In all the diagrams I use physical gaps to visualize the disconnects, since drawing these fixed-off gates adds clutter and is logically equivalent to removing the fin. This is just one example of something you should keep in mind:
The cell images here are representations, not literally accurate, nor tested.
This blog will not teach you how to build a chip, but it will help you understand a chip.
Process Layers and their Rules
The chip features build up layer by layer. A simplified sequence begins with the connecting across fins to form sources and collectors for the transistors:
Notice again that each layer is very regular. They may start as continuous bars using pitch-splitting lithography to outline where the contact material is added, and then the gaps are imaged in another step which guides an etch to remove some material. The ends of the transistors are only allowed at regular intervals, just like the fins.
Next, the gates are added:
The alignment and pitch of the gates is chosen to fit them between the end contacts. You will see that the cell library never uses a gate without the source/collector separating it from neighboring gates along the fin. This cell library design assumes the source/collector sections are needed for uniform lithography spacing and consistent process steps.

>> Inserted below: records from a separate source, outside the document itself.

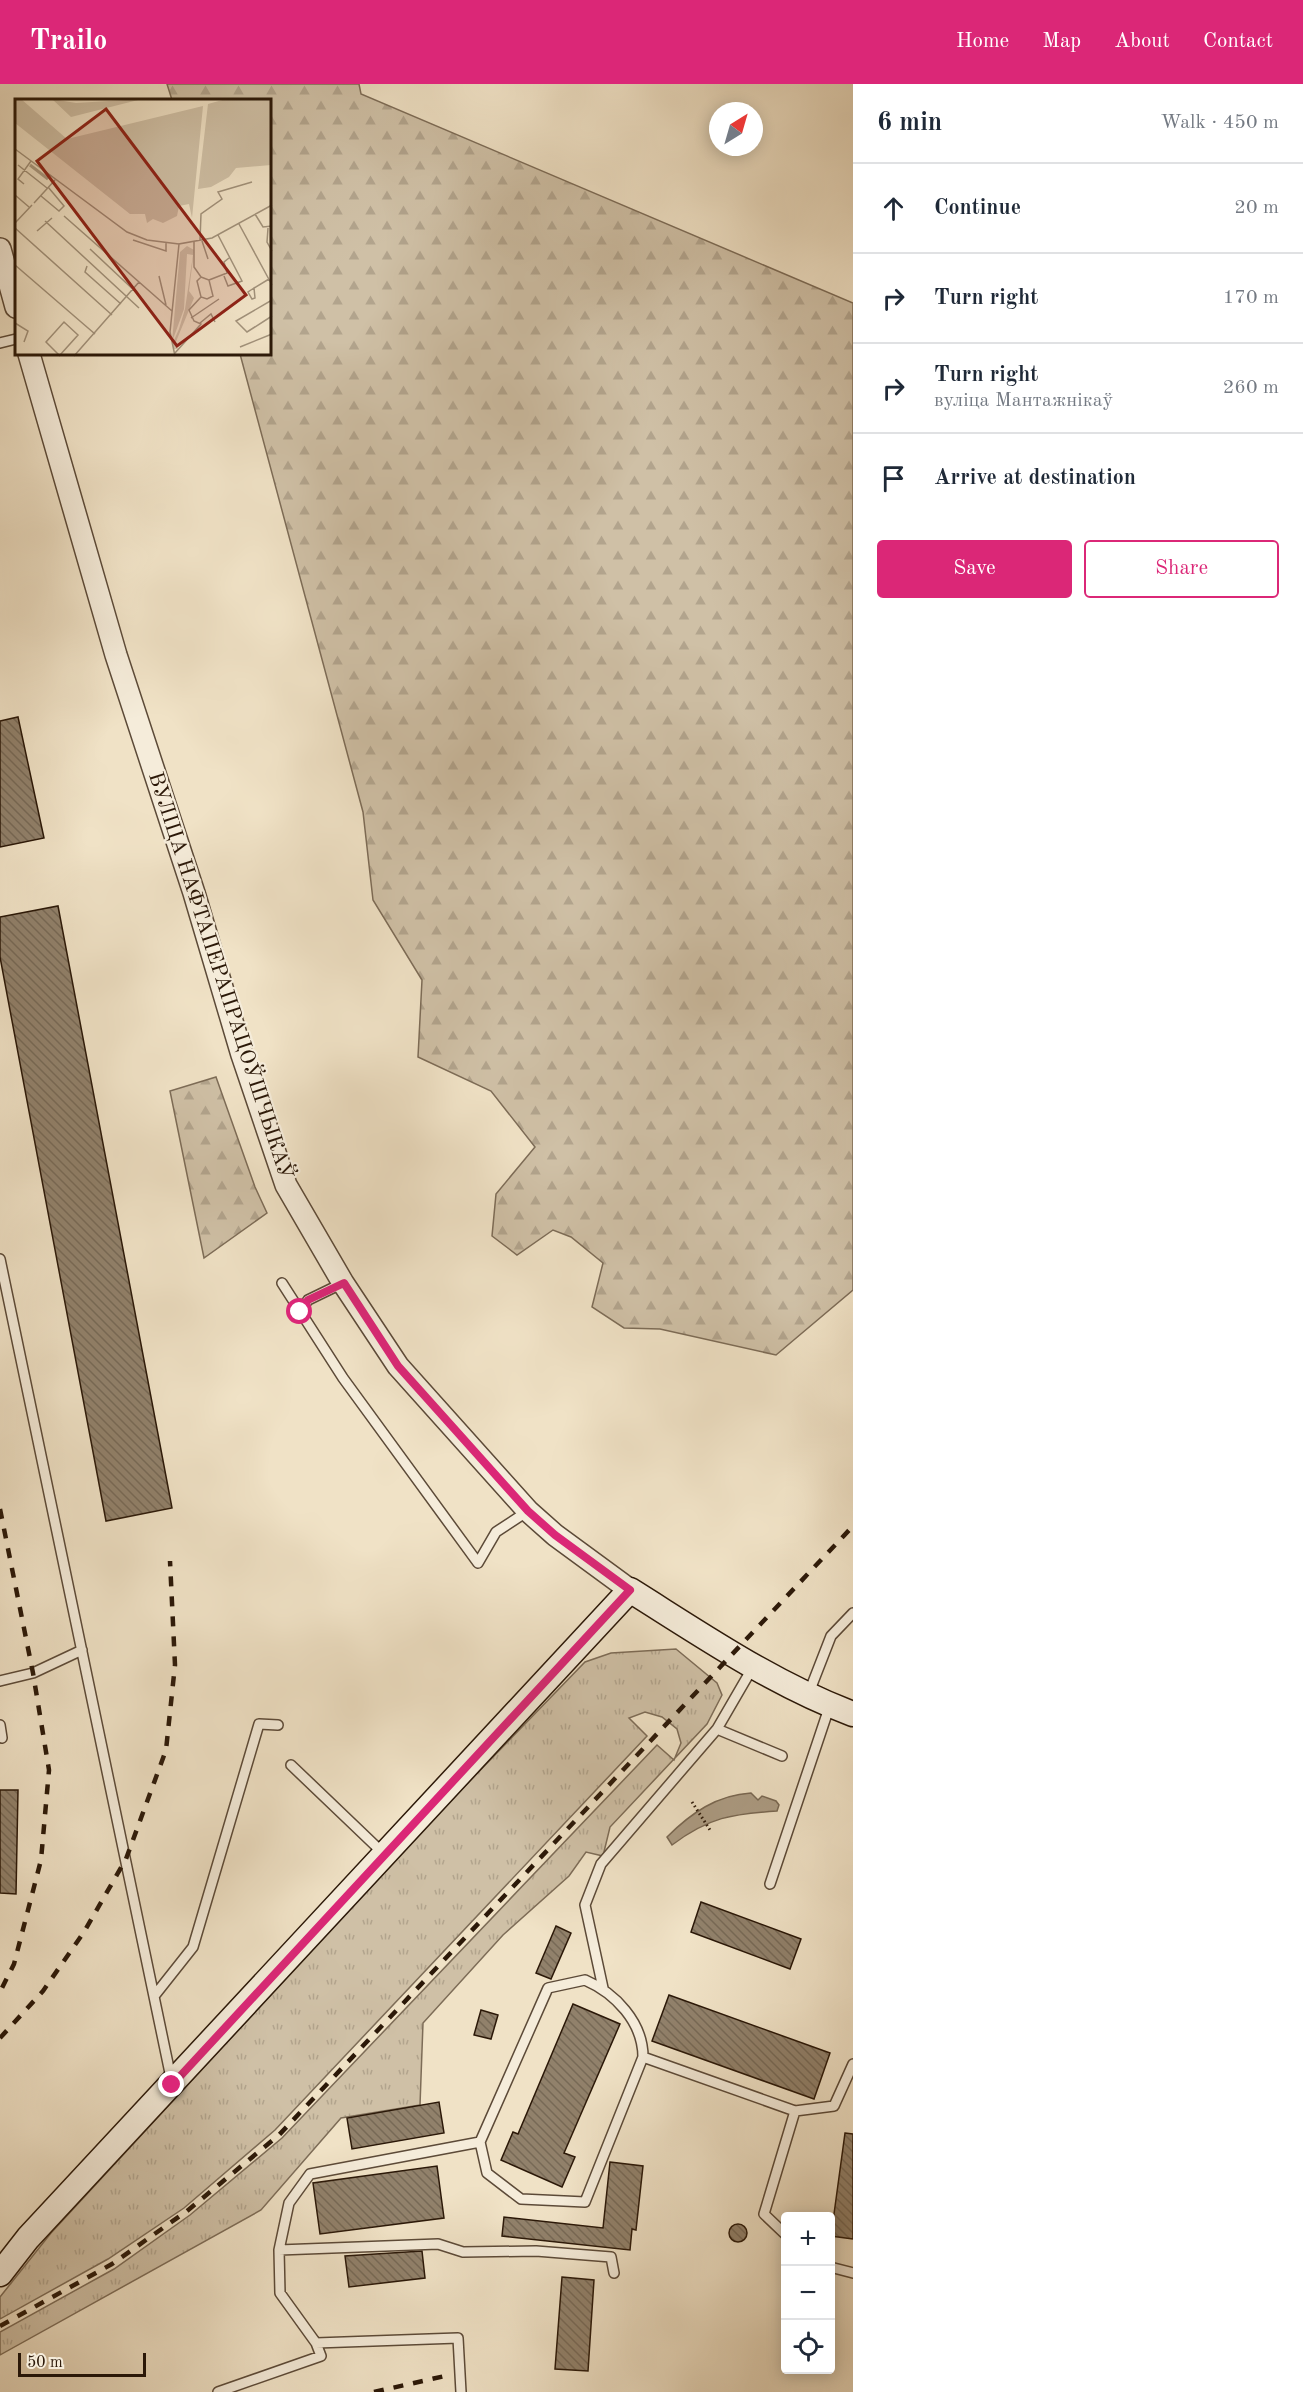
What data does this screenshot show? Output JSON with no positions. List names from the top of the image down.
{
  "streets": {
    "main road": ["ВУЛІЦА НАФТАПЕРАПРАЦОЎШЧЫКАЎ"]
  },
  "scale_bar": "50 m",
  "north": "top right",
  "page": {
    "header": "Trailo",
    "nav": [
      "Home",
      "Map",
      "About",
      "Contact"
    ],
    "heading": ["6 min", "Walk · 450 m"],
    "list": [
      ["Continue", "20 m"],
      ["Turn right", "170 m"],
      ["Turn right", "вуліца Мантажнікаў", "260 m"],
      "Arrive at destination"
    ],
    "buttons": ["Save", "Share"],
    "map_buttons": ["+", "−"],
    "scale": "50 m"
  }
}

The gates always connect across both N and P fins in this example, forming a true CMOS pair. However, it is allowed in the lithography for a gap to be etched separating the gates for the P and the N allowing them to be controlled by different signals. This is used in just a few places in the cell library, like the multiplexor:
In any “deposition” or “etch” there may be multiple steps. For example, a source/collector contact may be preceded by some doping of the exposed fin, adding an ALD contact enhancer, adding the contact, and then covering with an insulating barrier. The gate may use 2 or 3 layers of ALD with different materials to form an advanced dielectric and maybe different metals for N and P gates to select different work functions for the transistor bias. While fascinating, the details are out of scope here. All I want to convey here is a set of simple geometric constraints on what we can do with fins, transistors, and gates.

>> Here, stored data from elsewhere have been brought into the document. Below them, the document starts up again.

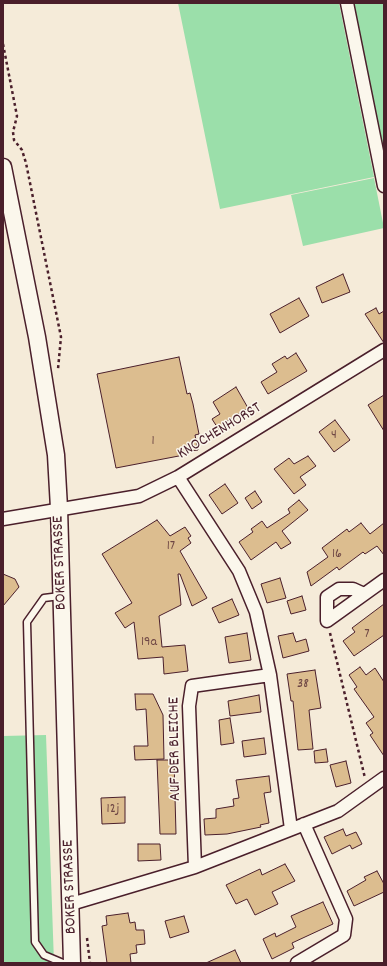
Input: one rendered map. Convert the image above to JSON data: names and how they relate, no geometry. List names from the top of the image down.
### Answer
{
  "streets": {
    "main road": ["BOKER STRASSE"],
    "street": ["KNOCHENHORST", "AUF DER BLEICHE"]
  },
  "crossings": [
    ["KNOCHENHORST", "BOKER STRASSE"]
  ],
  "house_numbers": [
    "4",
    "1",
    "17",
    "16",
    "7",
    "19a",
    "38",
    "12j"
  ]
}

Adding Metal (Interconnect) Layers
The interconnect rules here were inspired by the "Intel 4" published information. The metal layers start off matching the fins and gates in spacing – and in requirements for purely linear shapes in fixed locations - which enables some efficient layouts since the connections can be as dense as the functions. Each level of connection requires a pair of layers to be formed – first a set of “vias” (vertical connections between levels), and then a layer of wiring on top of the vias.

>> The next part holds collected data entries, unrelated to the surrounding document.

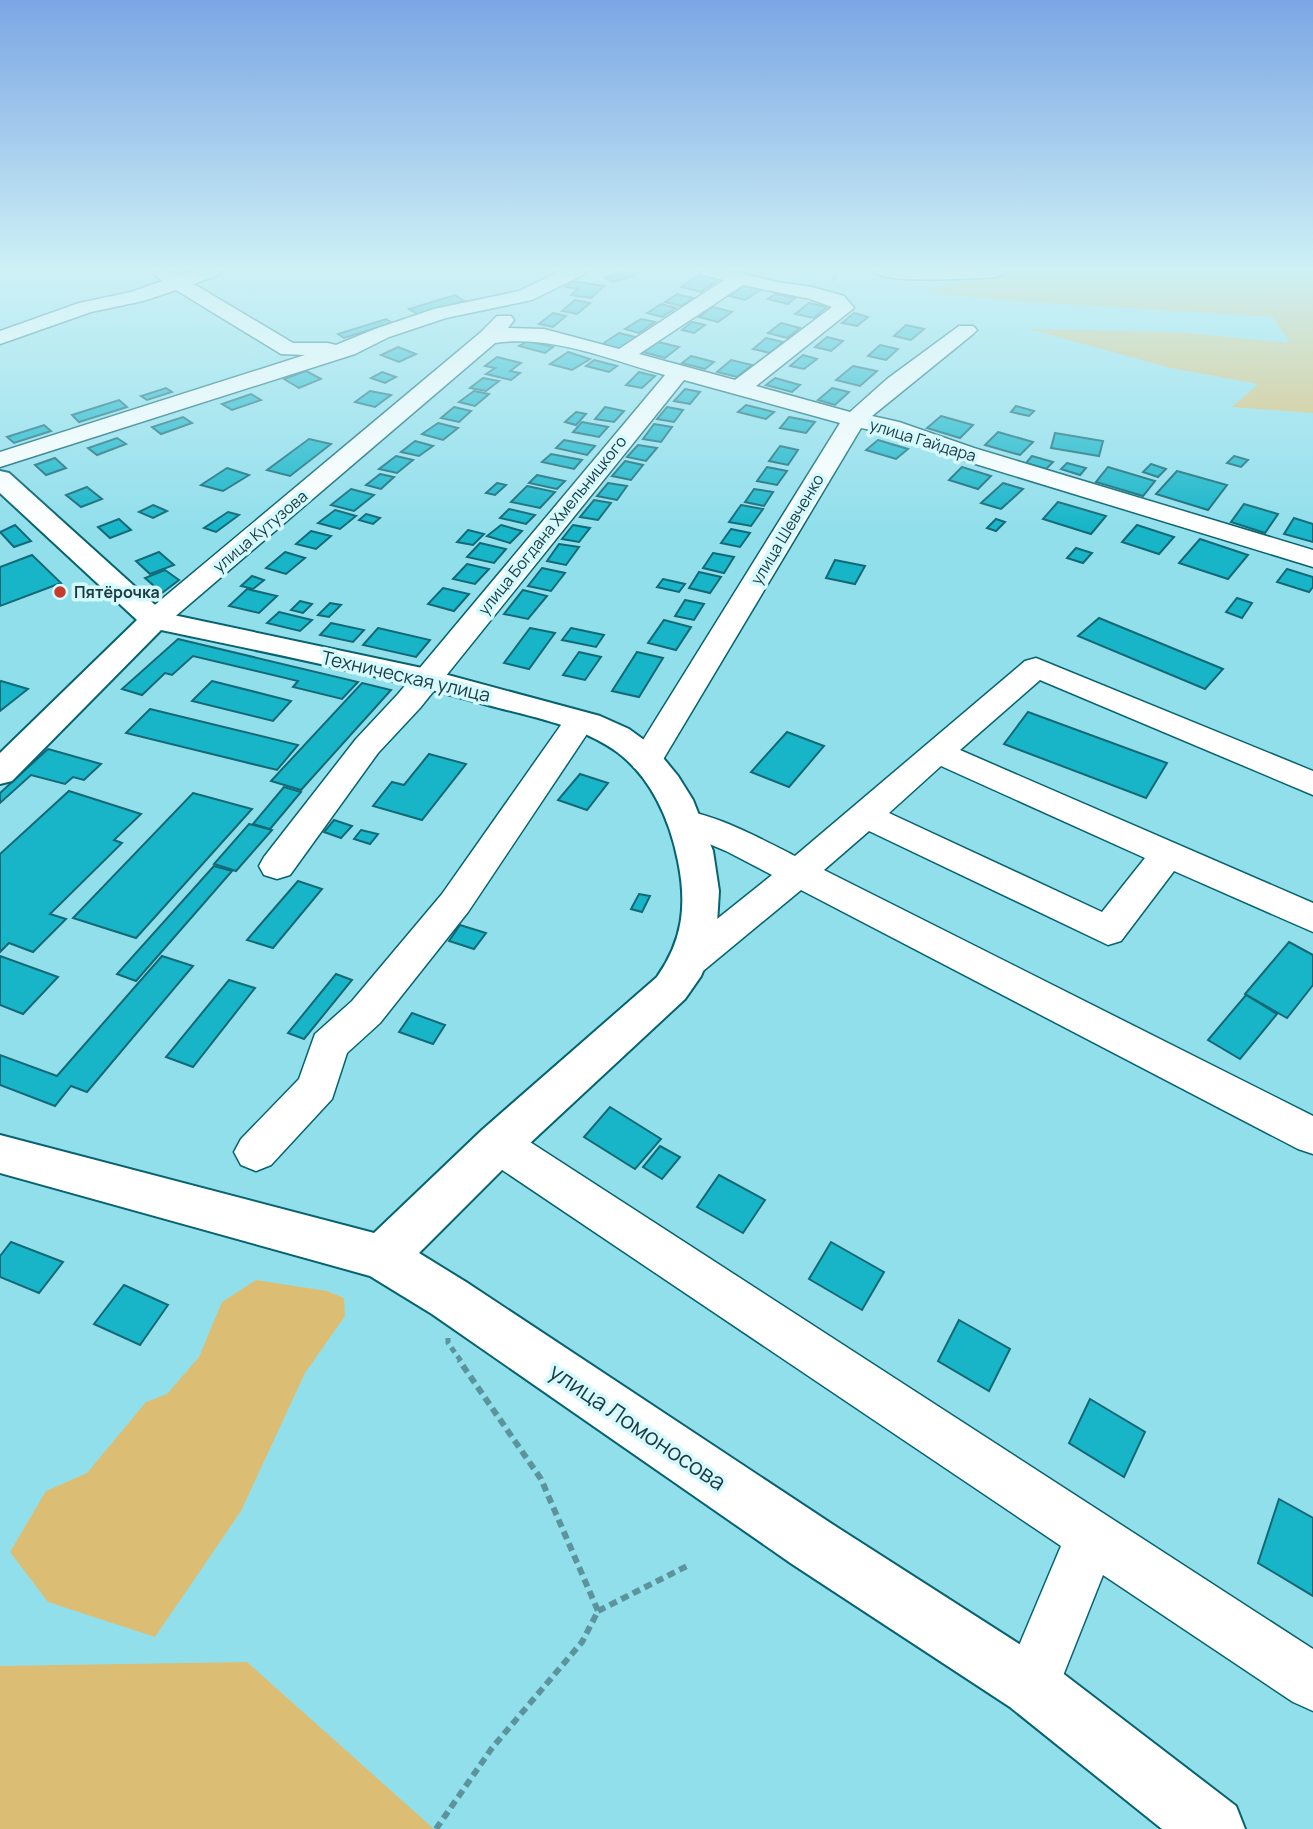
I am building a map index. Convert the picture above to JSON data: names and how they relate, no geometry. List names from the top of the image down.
{
  "streets": {
    "main road": ["улица Кутузова", "Техническая улица", "улица Ломоносова"],
    "street": ["улица Гайдара", "улица Богдана Хмельницкого", "улица Шевченко"]
  },
  "crossings": [
    ["улица Гайдара", "улица Богдана Хмельницкого"],
    ["улица Гайдара", "улица Шевченко"],
    ["улица Богдана Хмельницкого", "Техническая улица"],
    ["улица Шевченко", "Техническая улица"],
    ["улица Кутузова", "Техническая улица"]
  ],
  "places": ["Пятёрочка"]
}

The first layer of vias (V0) contact down to either the gates or the source/collectors. I have assumed both are allowed but they must be spaced far enough apart to avoid blurring together in the lithography. The metal layer (M0) runs along the same lines as the fins, including the lines of base fins which were removed for spacing.
The M0 layer is used to provide consistent power rails at top and bottom of a track. Tracks alternately mirror each other so that they can share power. The vias connecting to power are elongated, which is a pure fiction since there is no public documentation on how the connections are made without breaking rules on source/collector separation between the tracks. If the V0 lithography rules cannot stretch the vias like that (the lithography may be highly optimized for compact points) then a tool like Applied Sculpta may help. I simply assume there is a solution, but I also give that solution a “keep out” zone blocking the use of M0 in the lane where a power connection must be formed. It is interesting to see that Intel are switching to backside PowerVia which allows the power lanes to be used for signals. They demonstrated that with an Intel 4 variant but have not said it will be used for production products on the 4 node. So, I have not used it here. It looks seriously useful and maybe someday I will revisit cell library layout for Intel 20A or 18A which will use PowerVia.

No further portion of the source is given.